### PROBLEM REQUIREMENTS
The entries must be set down again word for word; no pictures belong in the copy.

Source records

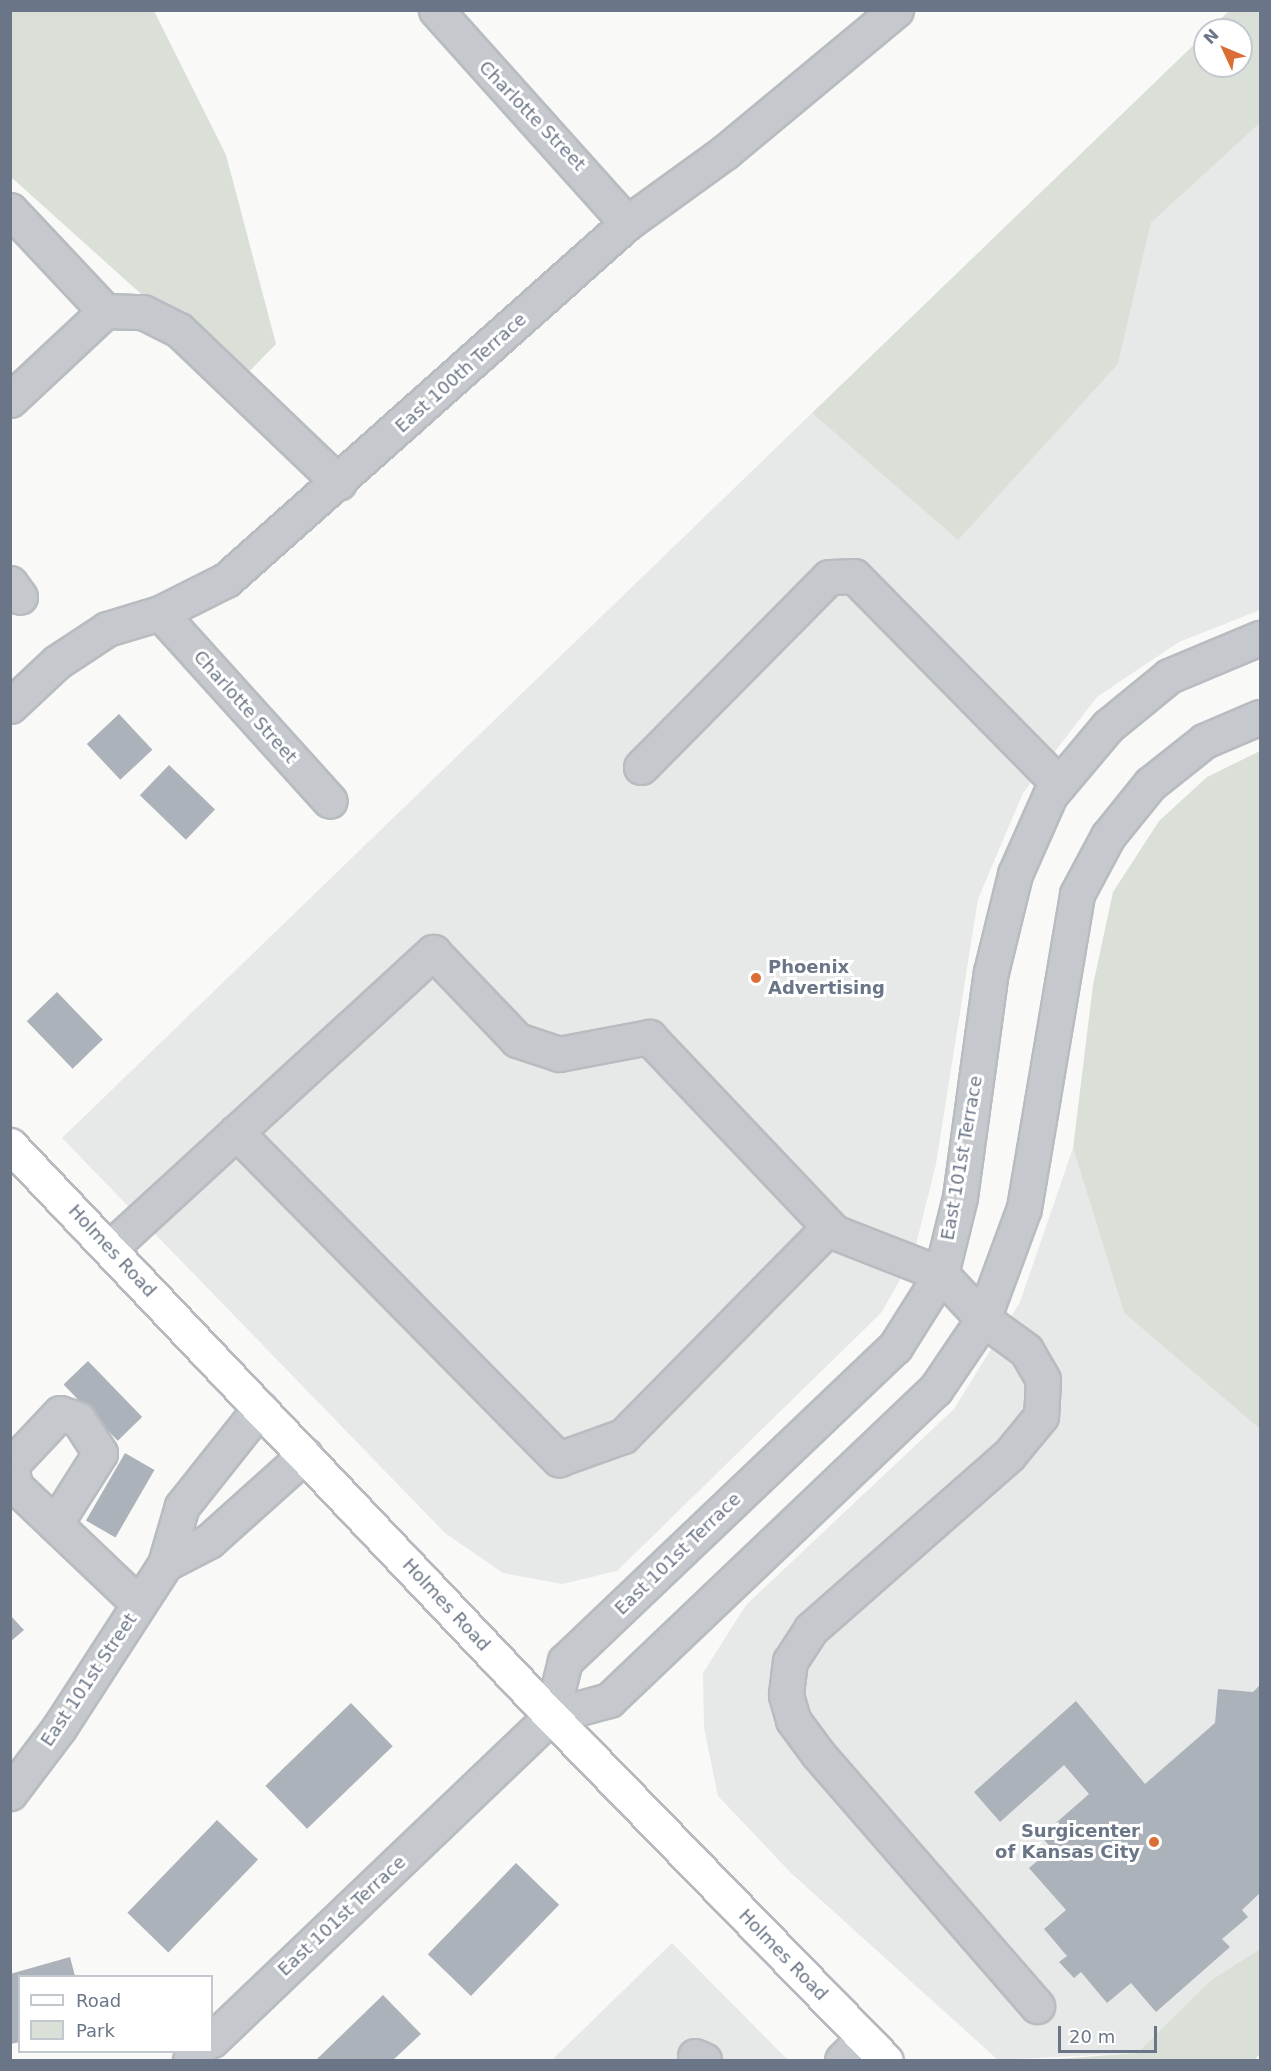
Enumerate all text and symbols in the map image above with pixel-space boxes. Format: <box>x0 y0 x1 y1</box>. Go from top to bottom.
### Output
north arrow <box>1193 18 1253 78</box>
text: N <box>1200 25 1223 48</box>
street label: Charlotte Street <box>474 57 590 175</box>
street label: East 100th Terrace <box>391 309 531 437</box>
street label: Charlotte Street <box>189 646 301 768</box>
place label: Phoenix Advertising <box>768 957 885 1000</box>
marker: Phoenix Advertising <box>749 971 763 985</box>
street label: East 101st Terrace <box>937 1074 987 1242</box>
street label: Holmes Road <box>64 1200 160 1302</box>
street label: East 101st Terrace <box>611 1488 745 1620</box>
street label: Holmes Road <box>398 1554 494 1656</box>
street label: East 101st Street <box>36 1609 142 1751</box>
place label: Surgicenter of Kansas City <box>995 1821 1140 1864</box>
marker: Surgicenter of Kansas City <box>1145 1833 1163 1851</box>
street label: East 101st Terrace <box>274 1851 410 1981</box>
street label: Holmes Road <box>734 1905 832 2005</box>
legend <box>18 1975 213 2053</box>
text: Road <box>76 1990 121 2011</box>
scale bar <box>1061 2014 1160 2052</box>
text: Park <box>76 2020 115 2041</box>
text: 20 m <box>1069 2026 1115 2047</box>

### REPLY TO THE EXERCISE
Enumerate all text and symbols in the map image above with pixel-space boxes. Format: <box>x0 y0 x1 y1</box>. Go from top to bottom.
### Output
north arrow <box>1193 18 1253 78</box>
text: N <box>1200 25 1223 48</box>
street label: Charlotte Street <box>474 57 590 175</box>
street label: East 100th Terrace <box>391 309 531 437</box>
street label: Charlotte Street <box>189 646 301 768</box>
place label: Phoenix Advertising <box>768 957 885 1000</box>
marker: Phoenix Advertising <box>749 971 763 985</box>
street label: East 101st Terrace <box>937 1074 987 1242</box>
street label: Holmes Road <box>64 1200 160 1302</box>
street label: East 101st Terrace <box>611 1488 745 1620</box>
street label: Holmes Road <box>398 1554 494 1656</box>
street label: East 101st Street <box>36 1609 142 1751</box>
place label: Surgicenter of Kansas City <box>995 1821 1140 1864</box>
marker: Surgicenter of Kansas City <box>1145 1833 1163 1851</box>
street label: East 101st Terrace <box>274 1851 410 1981</box>
street label: Holmes Road <box>734 1905 832 2005</box>
legend <box>18 1975 213 2053</box>
text: Road <box>76 1990 121 2011</box>
scale bar <box>1061 2014 1160 2052</box>
text: Park <box>76 2020 115 2041</box>
text: 20 m <box>1069 2026 1115 2047</box>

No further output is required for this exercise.